Richman testified that while preparing for the Melendez murder trial, which was to start October 27, 1980, both defendant and Dubin told him they had been informed that no link existed between defendant and the Melendez homicide. Richman testified that he and defendant first learned of the ballistics match in October 1980, upon being given notice that the People intended to introduce defendant’s plea allocution on their direct case. Richman’s motion to suppress the statement was denied.

The Assistant District Attorney who presented the People’s case at the Mapp hearing on the gun possession charge and at the entry of defendant’s guilty plea for gun possession after denial of the motion to suppress was not the one originally assigned to the case.

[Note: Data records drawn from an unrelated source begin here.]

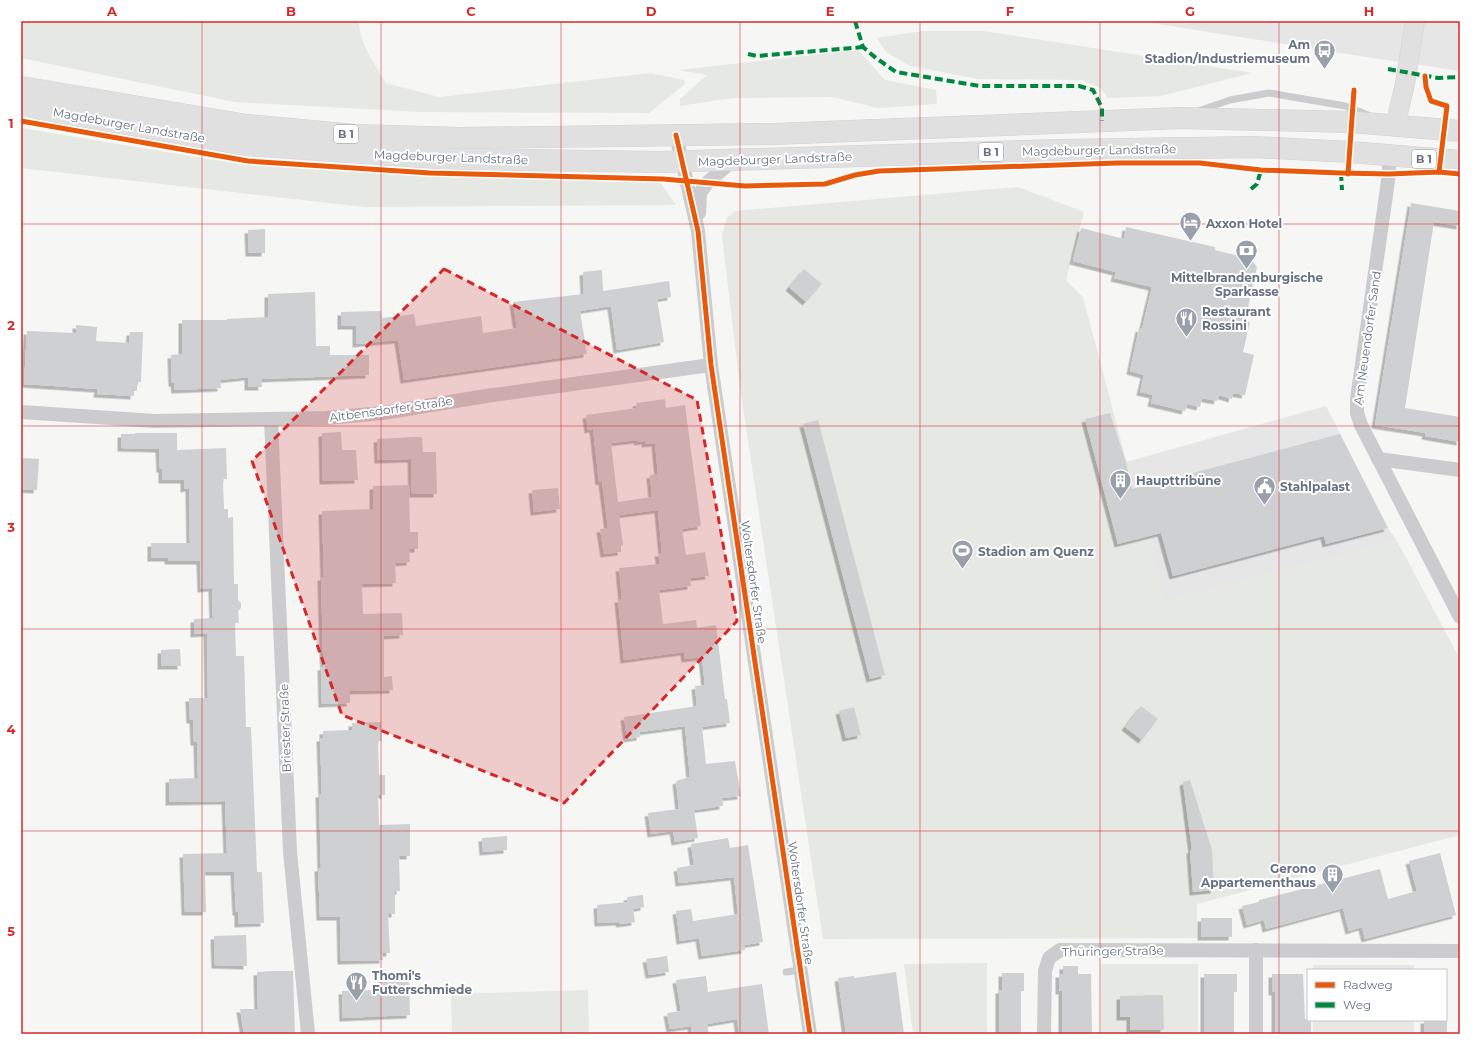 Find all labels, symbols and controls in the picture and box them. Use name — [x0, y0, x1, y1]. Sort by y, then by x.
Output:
text: A — [106, 3, 118, 19]
text: B — [286, 3, 296, 19]
text: C — [466, 3, 476, 19]
text: D — [646, 3, 657, 19]
text: E — [826, 3, 835, 19]
text: F — [1006, 3, 1014, 19]
text: G — [1185, 3, 1195, 19]
text: H — [1364, 3, 1374, 19]
place label: Am Stadion/Industriemuseum — [1145, 37, 1310, 66]
bus stop icon: Am Stadion/Industriemuseum — [1312, 38, 1338, 71]
street label: Magdeburger Landstraße — [52, 104, 206, 146]
text: 1 — [8, 115, 14, 131]
road number: B 1 — [334, 125, 358, 143]
street label: Magdeburger Landstraße — [1022, 141, 1176, 159]
road number: B 1 — [979, 143, 1003, 161]
street label: Magdeburger Landstraße — [374, 147, 528, 167]
street label: Magdeburger Landstraße — [698, 149, 852, 169]
road number: B 1 — [1412, 150, 1436, 168]
hotel icon: Axxon Hotel — [1177, 210, 1203, 243]
place label: Axxon Hotel — [1205, 216, 1282, 231]
bank icon: Mittelbrandenburgische Sparkasse — [1234, 237, 1260, 270]
place label: Mittelbrandenburgische Sparkasse — [1171, 270, 1324, 299]
street label: Am Neuendorfer Sand — [1350, 270, 1384, 406]
place label: Restaurant Rossini — [1202, 304, 1272, 333]
restaurant icon: Restaurant Rossini — [1174, 305, 1200, 338]
text: 2 — [7, 317, 15, 333]
street label: Altbensdorfer Straße — [328, 393, 454, 425]
building icon: Haupttribüne — [1108, 467, 1134, 500]
place label: Haupttribüne — [1136, 473, 1222, 488]
public building icon: Stahlpalast — [1252, 473, 1278, 506]
place label: Stahlpalast — [1280, 479, 1351, 494]
text: 3 — [6, 519, 15, 535]
street label: Woltersdorfer Straße — [738, 519, 770, 645]
sports icon: Stadion am Quenz — [949, 538, 975, 571]
place label: Stadion am Quenz — [978, 544, 1094, 559]
street label: Briester Straße — [276, 683, 294, 773]
text: 4 — [7, 721, 16, 737]
street label: Woltersdorfer Straße — [785, 840, 817, 966]
place label: Gerono Appartementhaus — [1200, 861, 1317, 890]
building icon: Gerono Appartementhaus — [1319, 862, 1345, 895]
text: 5 — [7, 923, 15, 939]
street label: Thüringer Straße — [1062, 943, 1164, 959]
place label: Thomi's Futterschmiede — [372, 968, 472, 997]
restaurant icon: Thomi's Futterschmiede — [343, 969, 369, 1002]
legend — [1307, 969, 1447, 1021]
text: Radweg — [1343, 977, 1393, 992]
text: Weg — [1343, 997, 1371, 1012]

At the hearing subject of this appeal, he asserted that he understood, from his discussions with the Assistant District Attorney originally assigned to the case and Dubin (defendant’s lawyer), that defendant’s gun was connected with a homicide. He further asserted that in plea discussions it was made clear that defendant could plead guilty to possession of the gun and receive a sentence of 2 Vi to 5 years, concurrent with the 11- to 22-year term imposed by Justice Bloom for the Figueroa homicide, or he could receive 2 Vi to 5 years to run consecutively with the 11- to 22-year term if he wished the plea to cover the Melendez homicide for which he had not been indicted. The later assigned Assistant District Attorney testified that defendant chose the first alternative because "They don’t have me and they never will have me and I am not going to be involved even for saying it is being covered.” He claimed that he made no representations to Dubin as to any link between the gun and the homicide. However, he admitted that he did not give Dubin a copy of the June 2, 1977 DD-5 report which established the link. He asserted that Dubin had indicated his awareness that the gun was so connected.

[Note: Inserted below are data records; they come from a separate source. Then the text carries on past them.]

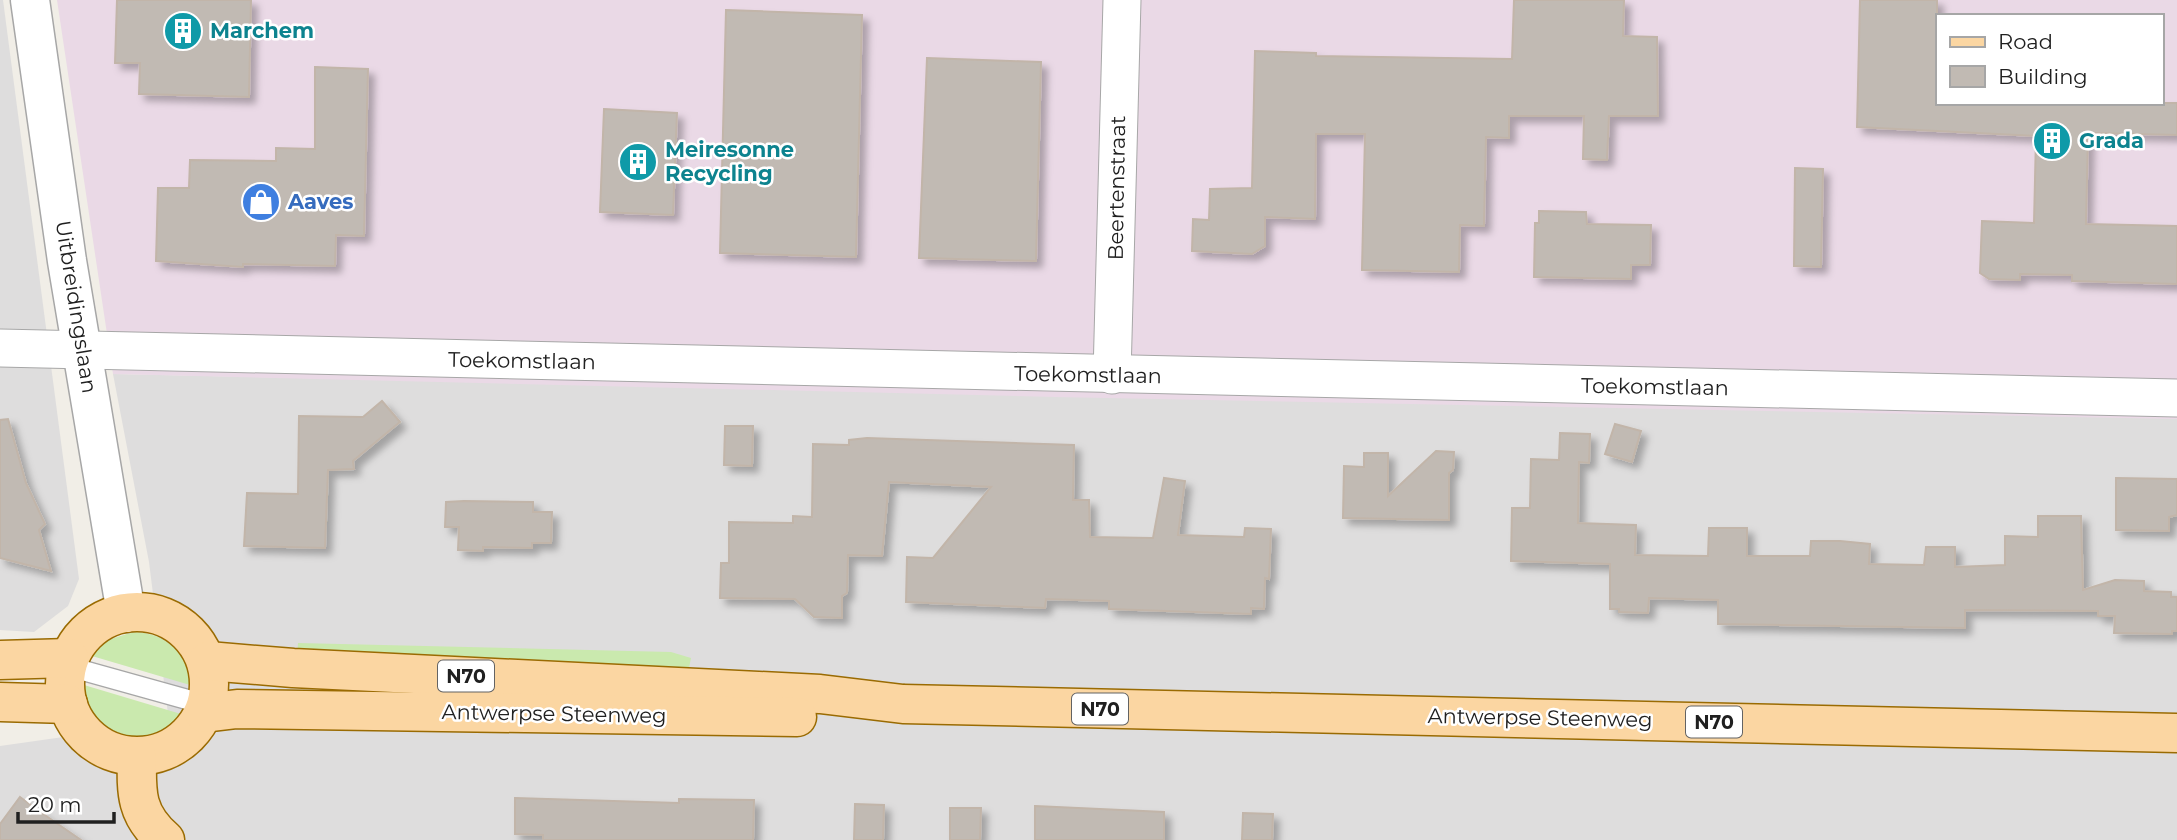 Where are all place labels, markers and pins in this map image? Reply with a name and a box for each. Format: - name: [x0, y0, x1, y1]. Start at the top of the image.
- building icon: Marchem: [162, 10, 204, 52]
- place label: Marchem: [210, 18, 314, 43]
- building icon: Grada: [2031, 120, 2073, 162]
- place label: Grada: [2079, 128, 2144, 153]
- place label: Meiresonne Recycling: [665, 137, 794, 186]
- building icon: Meiresonne Recycling: [617, 141, 659, 183]
- shop icon: Aaves: [240, 181, 282, 223]
- place label: Aaves: [287, 189, 353, 214]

In a memorandum to his bureau chief, dated March 2, 1978, which was after defendant’s guilty plea but prior to sentence, he asserted that defendant originally "did not wish to plead [27]*27solely to the gun charge without covering an unindicted homicide”. The memo added that "Although the attorney agreed” to the offer of consecutive time, "his client did not wish the unindicted homicide to be covered”, but would plead if concurrent time was offered.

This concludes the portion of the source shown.